Le Courrier de l’Atlas avait  déjà eu la primeur des résultats du sondage SIGMA tôt dans la matinée. En quelques faits marquants :

–          Ennahdha est toujours en tête des intentions de vote à 22.8% (80 sièges)

–          Le PDP est 2ème en culminant à 11% (40 sièges)

–          Ettakatol 10% (30 sièges). Il convient de noter ici que même en additionnant  les sièges obtenus par les deux principales forces progressistes social-démocrates, cela ne suffirait pas à faire barrage à Ennahdha.

–          Le CPR progresse de 2 à 4.5% d’intentions de vote (16 sièges).

–          L’UPL entre pour la première fois dans ce sondage avec 1.7%

–          Hassan Zargouni de Sigma Conseil précise au sujet du PDM que l’écrasante majorité des 2.513 sondés n’avaient pas connaissance de l’existence du Pôle Démocratique Moderniste. Ettajdid, principale formation de ce pôle ne recueille que 1.3%

–          Afek Tounes fait moins bien que le POCT (0.8%) à simplement 0.7%.

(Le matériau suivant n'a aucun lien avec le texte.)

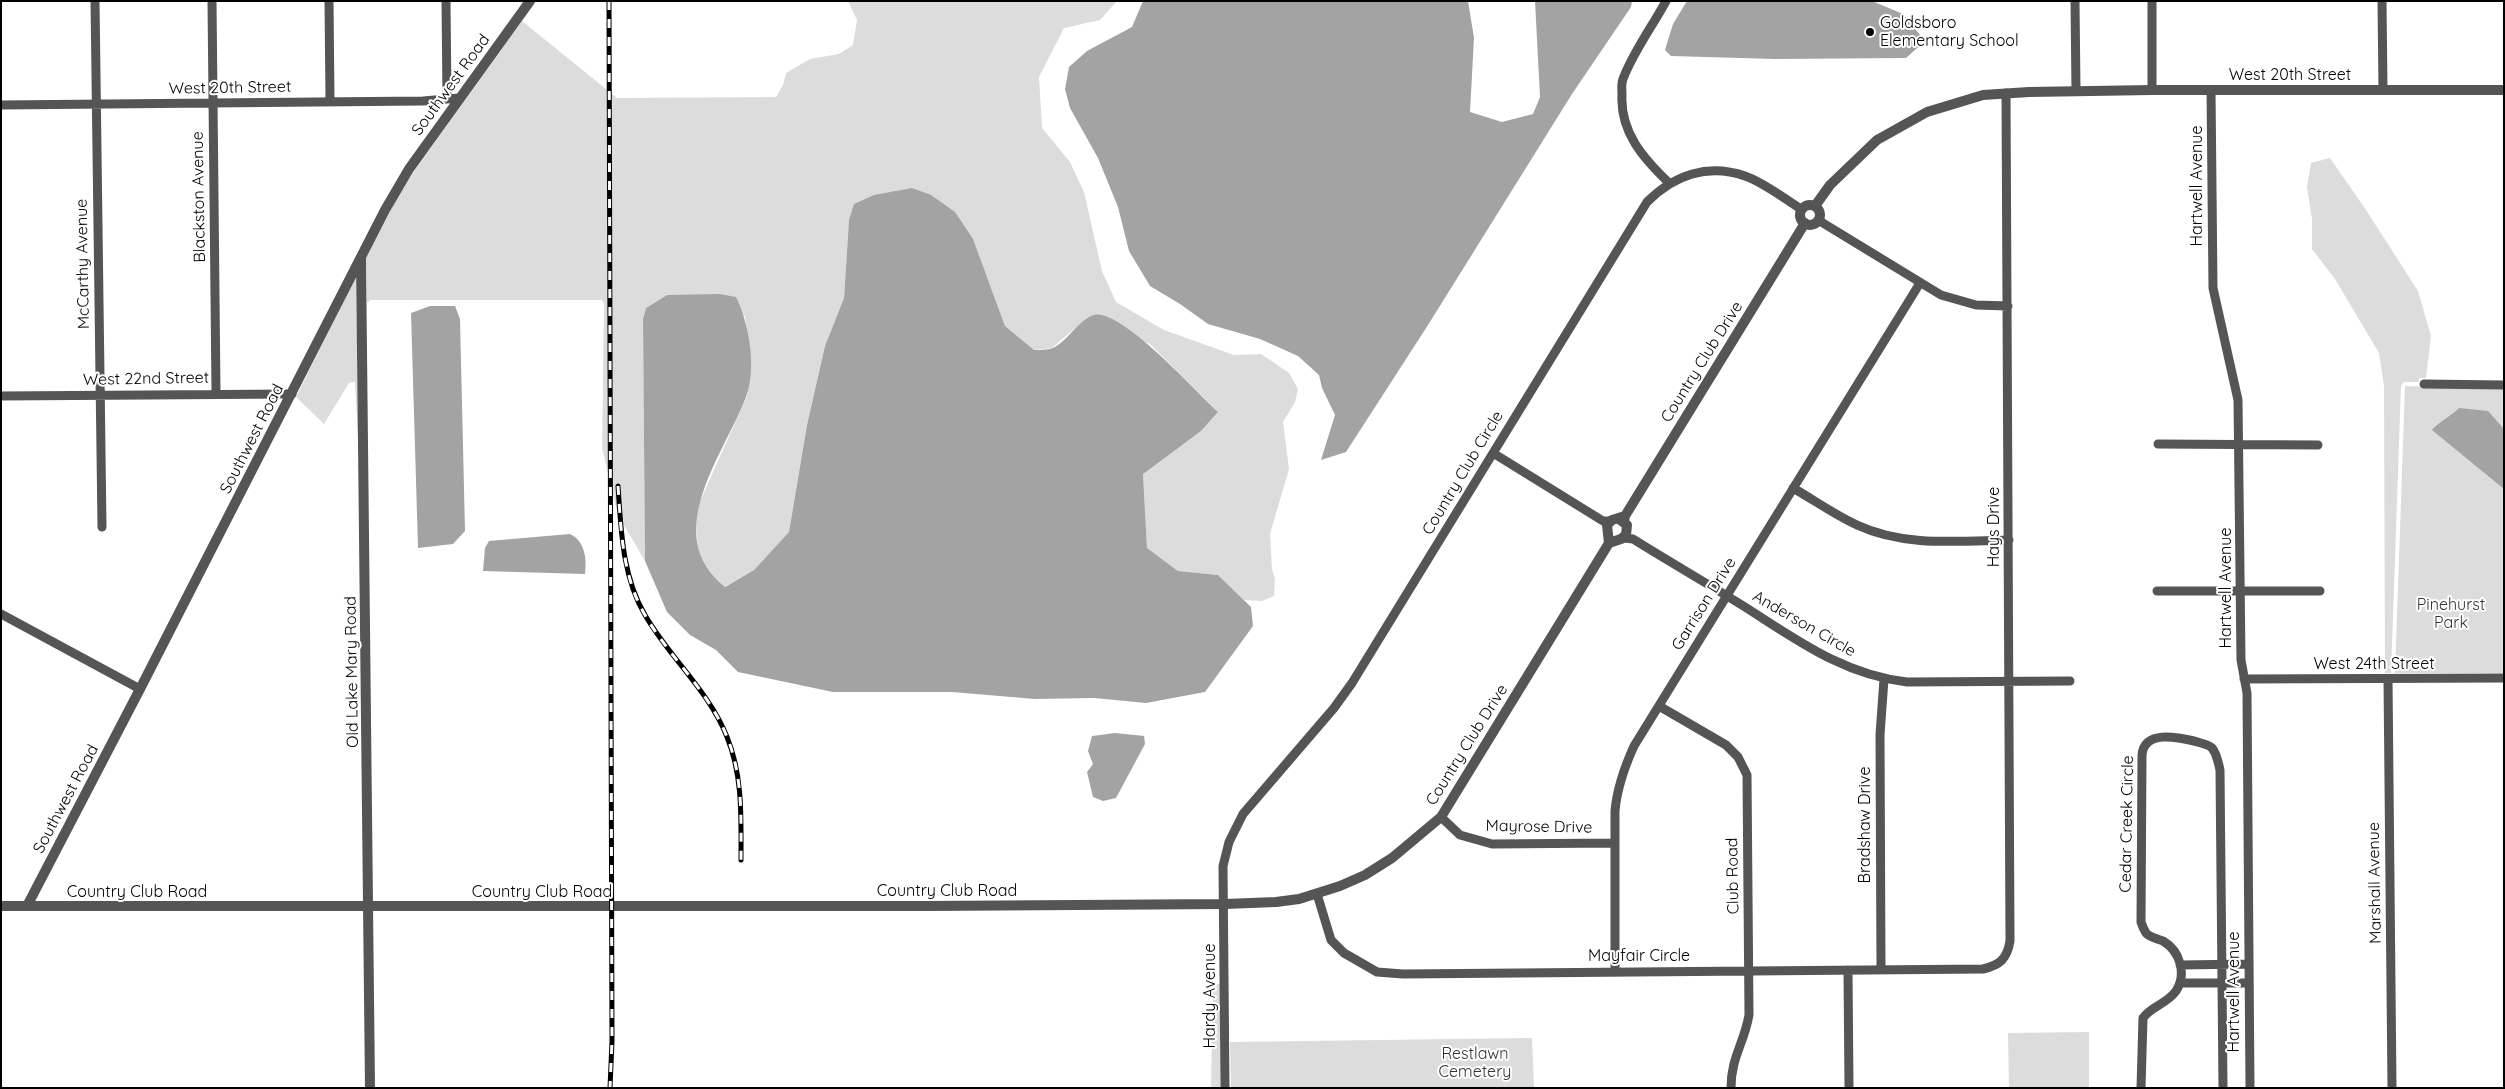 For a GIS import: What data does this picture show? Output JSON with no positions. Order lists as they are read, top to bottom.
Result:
{
  "streets": {
    "street": [
      "West 20th Street",
      "Southwest Road",
      "Hartwell Avenue",
      "Blackston Avenue",
      "McCarthy Avenue",
      "Country Club Drive",
      "West 22nd Street",
      "Country Club Circle",
      "Hays Drive",
      "Garrison Drive",
      "Anderson Circle",
      "West 24th Street",
      "Old Lake Mary Road",
      "Cedar Creek Circle",
      "Bradshaw Drive",
      "Mayrose Drive",
      "Club Road",
      "Marshall Avenue",
      "Country Club Road",
      "Mayfair Circle",
      "Hardy Avenue"
    ]
  },
  "crossings": [
    ["West 20th Street", "Southwest Road"],
    ["West 20th Street", "Hartwell Avenue"],
    ["West 20th Street", "Blackston Avenue"],
    ["West 20th Street", "McCarthy Avenue"],
    ["Southwest Road", "West 22nd Street"],
    ["Southwest Road", "Old Lake Mary Road"],
    ["Southwest Road", "Country Club Road"],
    ["Hartwell Avenue", "West 24th Street"],
    ["Blackston Avenue", "West 22nd Street"],
    ["McCarthy Avenue", "West 22nd Street"],
    ["Country Club Drive", "Country Club Circle"],
    ["Country Club Drive", "Anderson Circle"],
    ["Country Club Drive", "Mayrose Drive"],
    ["Country Club Drive", "Country Club Road"],
    ["Country Club Drive", "Mayfair Circle"],
    ["Country Club Drive", "Hardy Avenue"],
    ["Country Club Circle", "Anderson Circle"],
    ["Country Club Circle", "Hardy Avenue"],
    ["Hays Drive", "Anderson Circle"],
    ["Hays Drive", "Mayfair Circle"],
    ["Garrison Drive", "Anderson Circle"],
    ["Garrison Drive", "Mayrose Drive"],
    ["Garrison Drive", "Club Road"],
    ["Garrison Drive", "Mayfair Circle"],
    ["Anderson Circle", "Bradshaw Drive"],
    ["West 24th Street", "Marshall Avenue"],
    ["Old Lake Mary Road", "Country Club Road"],
    ["Bradshaw Drive", "Mayfair Circle"],
    ["Club Road", "Mayfair Circle"]
  ],
  "parks": ["Pinehurst Park", "Restlawn Cemetery"],
  "places": ["Goldsboro Elementary School"]
} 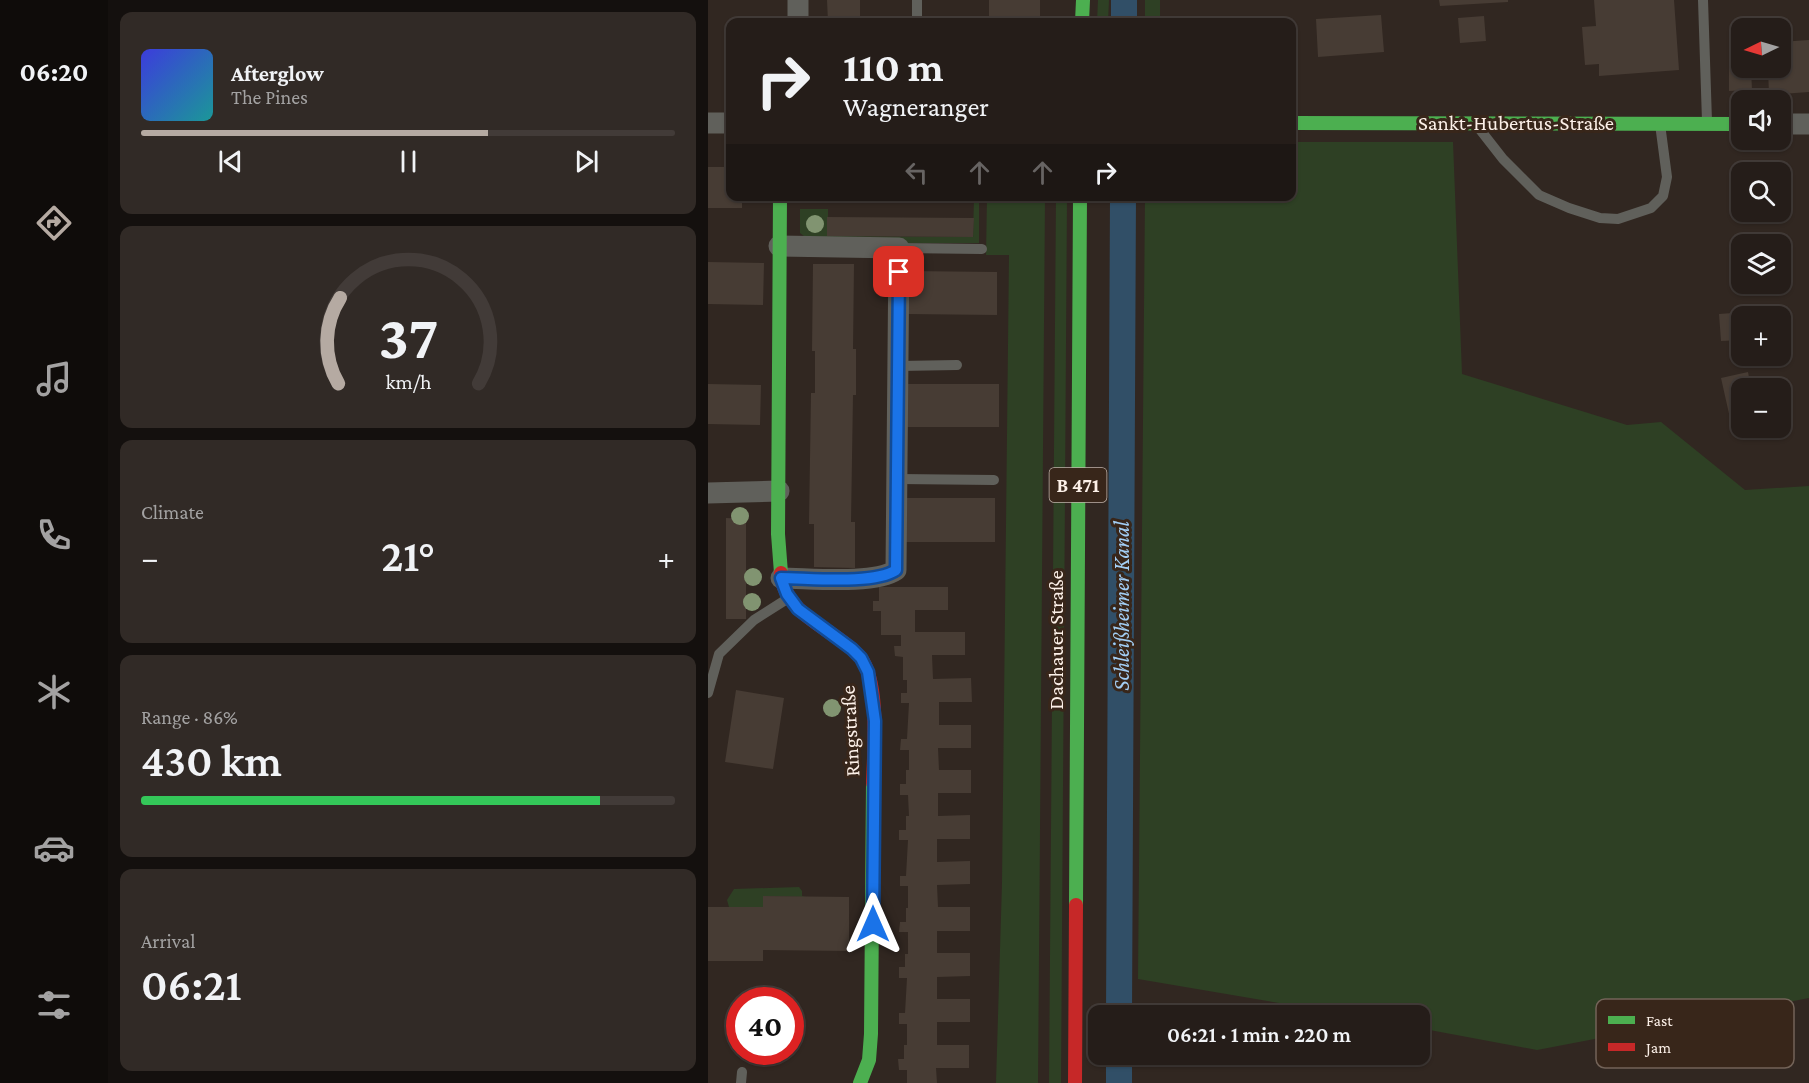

Autre fait marquant, Ennahdha apparait comme étant le parti qui divise et polarise le plus les Tunisiens : c’est le parti qui certes recueille le plus d’intentions de vote, mais à la question « Pour quel parti êtes-vous sûr de ne pas voter ? », il arrive aussi en tête des sondages, avec 18%…

Une indécision et une abstention toujours élevées 

A un peu plus d’un mois des élections, l’autre enseignement du sondage d’opinion est le taux encore très élevé de personnes indécises, qui déclarent « ne pas avoir choisi pour qui voter ». Celui-ci s’élève à toujours à 32,1% (34% au dernier sondage). Les personnes ayant déclaré qu’elles allaient s’abstenir sont à 4,4%, enfin 3,5% des personnes interrogées ont refusé de répondre, soit en tout 40% (contre 50% un mois plus tôt au total) de la population en âge d’aller voter ne s’est pas exprimé à la date du sondage (7 au 9 septembre 2011).

Autre enseignement de taille, 57% des Tunisiens sont pour le recours à un référendum déterminant la durée du mandat de la future assemblée constituante. Une statistique qui pèsera sans doute de tout son poids en faveur des partisans de plus en plus sonores d’un tél référendum dont la perspective agite déjà plus que jamais la classe politique et l’opinion.

Mini séisme politique et scepticisme des Tunisiens 

Même si l’institut de sondage Sigma, l’un des principaux acteurs de ce marché, a longuement exposé sa méthode qu’il dit scientifique et conforme aux standards internationaux en la matière en préambule à son exposé, une partie de l’audience, le web tunisien, ainsi que l’opinion en général reste sceptique. Si l’échantillon est techniquement représentatif de la société tunisienne, il reste réduit (moins de 3000 sondés), et un sondage n’est pas parole d’évangile, d’autant moins à un mois des élections où rien n’est encore joué. Surtout que, comme l’a rappelé Zargouni lui-même, le sondage a été fait juste avant que l’on connaisse les têtes de listes ainsi que les listes indépendantes. Il y a fort à parier que ces dernières données peuvent considérablement changer la donne.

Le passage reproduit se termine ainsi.